Man könnte dieses Zusammentreffen für eine Strategie halten, um in letzter Sekunde den Wahlkampf in den USA (siehe Seite 5) zu beeinflussen. Dagegen spricht, dass die konkurrierenden US-Parteien die Terrorbedrohung kaum zum Thema machen, aber auch, dass die Attentäter offensichtlich höchst unterschiedliche Ziele treffen wollten. Im Irak ging es um Gesinnungsgenossen im Land selbst und in Ägypten. Die jemenitischen Bomben sollten sich laut ersten Erkenntnissen hingegen gegen westliche Ziele richten.

Schon diese Umstände verweisen darauf, dass das sogenannte Terrornetzwerk keineswegs gut koordiniert agiert. Seit die Al Kaida am 11. September 2001 mit Terrorangriffen auf die USA ihr mächtigstes Lebenszeichen von sich gab, haben sich ihre Strukturen grundlegend gewandelt: Ihr Führer Osama bin Laden ist nicht mehr Kommandeur, sondern dient bestenfalls noch der Inspiration.

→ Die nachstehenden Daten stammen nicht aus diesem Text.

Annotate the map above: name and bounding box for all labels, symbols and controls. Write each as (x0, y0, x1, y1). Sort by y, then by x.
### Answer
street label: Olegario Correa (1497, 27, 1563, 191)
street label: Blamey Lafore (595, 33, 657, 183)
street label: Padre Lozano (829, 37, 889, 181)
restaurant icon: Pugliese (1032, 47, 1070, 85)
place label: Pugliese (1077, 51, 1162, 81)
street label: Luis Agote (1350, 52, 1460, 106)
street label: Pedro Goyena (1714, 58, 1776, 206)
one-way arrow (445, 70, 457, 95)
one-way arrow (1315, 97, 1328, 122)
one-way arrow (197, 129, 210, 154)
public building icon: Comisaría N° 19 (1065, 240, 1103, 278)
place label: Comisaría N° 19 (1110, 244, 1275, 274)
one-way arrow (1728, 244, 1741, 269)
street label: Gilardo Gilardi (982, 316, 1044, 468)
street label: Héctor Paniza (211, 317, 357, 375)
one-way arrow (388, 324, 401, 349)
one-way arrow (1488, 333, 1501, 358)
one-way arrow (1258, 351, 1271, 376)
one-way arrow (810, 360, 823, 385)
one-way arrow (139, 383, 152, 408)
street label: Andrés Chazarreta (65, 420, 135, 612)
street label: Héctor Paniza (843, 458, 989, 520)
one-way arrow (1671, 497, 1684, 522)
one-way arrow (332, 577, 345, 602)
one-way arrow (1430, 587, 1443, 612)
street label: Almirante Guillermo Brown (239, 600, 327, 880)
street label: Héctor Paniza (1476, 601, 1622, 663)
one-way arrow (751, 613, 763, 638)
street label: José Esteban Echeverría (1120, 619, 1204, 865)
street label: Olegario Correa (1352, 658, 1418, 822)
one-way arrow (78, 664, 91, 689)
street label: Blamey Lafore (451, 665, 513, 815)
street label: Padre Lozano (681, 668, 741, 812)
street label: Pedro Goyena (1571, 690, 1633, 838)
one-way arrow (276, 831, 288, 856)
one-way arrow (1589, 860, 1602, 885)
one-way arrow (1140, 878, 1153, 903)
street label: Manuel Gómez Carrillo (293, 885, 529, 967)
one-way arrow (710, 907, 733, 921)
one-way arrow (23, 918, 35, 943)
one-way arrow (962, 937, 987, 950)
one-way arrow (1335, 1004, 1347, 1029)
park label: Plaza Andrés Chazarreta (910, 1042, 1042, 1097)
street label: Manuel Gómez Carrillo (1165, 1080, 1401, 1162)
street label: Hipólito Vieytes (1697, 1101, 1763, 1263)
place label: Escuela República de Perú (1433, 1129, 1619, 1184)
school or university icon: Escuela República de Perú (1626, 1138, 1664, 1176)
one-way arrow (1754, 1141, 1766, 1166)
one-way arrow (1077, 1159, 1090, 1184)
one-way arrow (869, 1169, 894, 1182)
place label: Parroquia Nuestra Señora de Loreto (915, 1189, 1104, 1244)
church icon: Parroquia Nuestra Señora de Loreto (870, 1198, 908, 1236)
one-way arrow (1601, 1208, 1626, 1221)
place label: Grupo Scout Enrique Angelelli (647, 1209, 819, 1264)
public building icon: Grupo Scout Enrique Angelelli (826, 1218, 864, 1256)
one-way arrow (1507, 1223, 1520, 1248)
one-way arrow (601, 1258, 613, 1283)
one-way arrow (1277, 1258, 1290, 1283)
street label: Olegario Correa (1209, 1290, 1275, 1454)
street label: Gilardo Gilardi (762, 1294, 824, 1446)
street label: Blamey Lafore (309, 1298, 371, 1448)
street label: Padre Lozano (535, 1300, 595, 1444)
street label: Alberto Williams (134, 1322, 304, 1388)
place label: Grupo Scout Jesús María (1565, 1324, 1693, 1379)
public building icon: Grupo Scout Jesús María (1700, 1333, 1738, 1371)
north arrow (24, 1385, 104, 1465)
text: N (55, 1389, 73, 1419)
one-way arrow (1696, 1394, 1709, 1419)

In Afghanistan, wo bin Laden möglicherweise heute noch lebt, spielen sie laut US-Geheimdiensten im Kampf der Taliban gegen die Zentralregierung kaum noch eine Rolle. Anderswo hingegen haben sich neue Gruppen gebildet, die sich zwar zu den Zielen Osamas bekennen, aber kaum von ihm gesteuert sind. Dazu gehört etwa die Gruppe, die sich heute Al-Kaida des islamischen Maghreb nennt und aus algerischen Islamisten hervorgegangen ist. Sie fällt vor allem durch Entführung und Lösegelderpressung von ausländischen Touristen auf.

Sonderfall Jemen

Im Irak hat die Al Kaida durch die US-Invasion 2003 zunächst gewaltigen Auftrieb erhalten, wurde aber durch eine neue Taktik der USA zurückgedrängt, die sunnitische Stammesfürsten zu Verbündeten im Kampf gegen Al Kaida machte. In jüngster Zeit gibt es allerdings Hinweise darauf, dass einstige Gefolgsleute der Al Kaida wieder in ihre Reihen zurückkehren, weil sie von den Versprechungen der Amerikaner enttäuscht sind und ihnen die Terrorgruppe lukrativere Angebote macht.

Ein besonderer Fall ist der Jemen. Hier wurde Osama bin Ladens Vater geboren, ehe er sich in Saudi-Arabien als Geschäftsmann etablierte, hier schloss der Sohn nach seinem Einsatz in Afghanistan Anfang der 90er-Jahren ein islamistisches Bündnis mit lokalen Rebellen. Er baute seine Vision eines weltumspannenden Gottesstaates aller islamischen Länder aus, aber der Kampf gegen das saudische Königshaus blieb ihm immer zentrales Anliegen. Die saudische Regierung ging ihrerseits radikal gegen Al-Kaida-Kämpfer vor, die alsbald wieder auf den Nordjemen auswichen. In den unzugänglichen Bergregionen findet die so gebildete "Al Kaida auf der arabischen Halbinsel" ideale Bedingungen vor, sowohl was die Verstecke als auch was die Ausbildungslager betrifft. Die USA unterstützen in den letzten Monaten massiv den Kampf der schwachen Zentralregierung gegen die Terroristen. Das wiederum bringt die Regierung in Misskredit bei der eigenen muslimischen Bevölkerung, weil der Westen als Feind angesehen wird - und Al Kaida gewinnt neue Rekruten.

Ähnliches gilt übrigens auch für das vom Jemen nur durch den Golf von Aden getrennte Somalia, wo Islamisten und kriminelle Banden den Großteil des Landes beherrschen. Auch diesen Staat betrachten die USA als Basis für Al Kaida. Diese Zuordnung erscheint allerdings vielen Experten als fragwürdig. Auch in Tschetschenien oder in der chinesischen Xiangiang-Provinz sehen die dortigen Regierung aus innenpolitischen Gründen Al Kaida am Werk. Mit bin Ladens Netzwerk, das westliche Geheimdienste als Dachverband autonom operierender Zellen beurteilen, haben diese Islamisten aber meist gar nichts zu tun.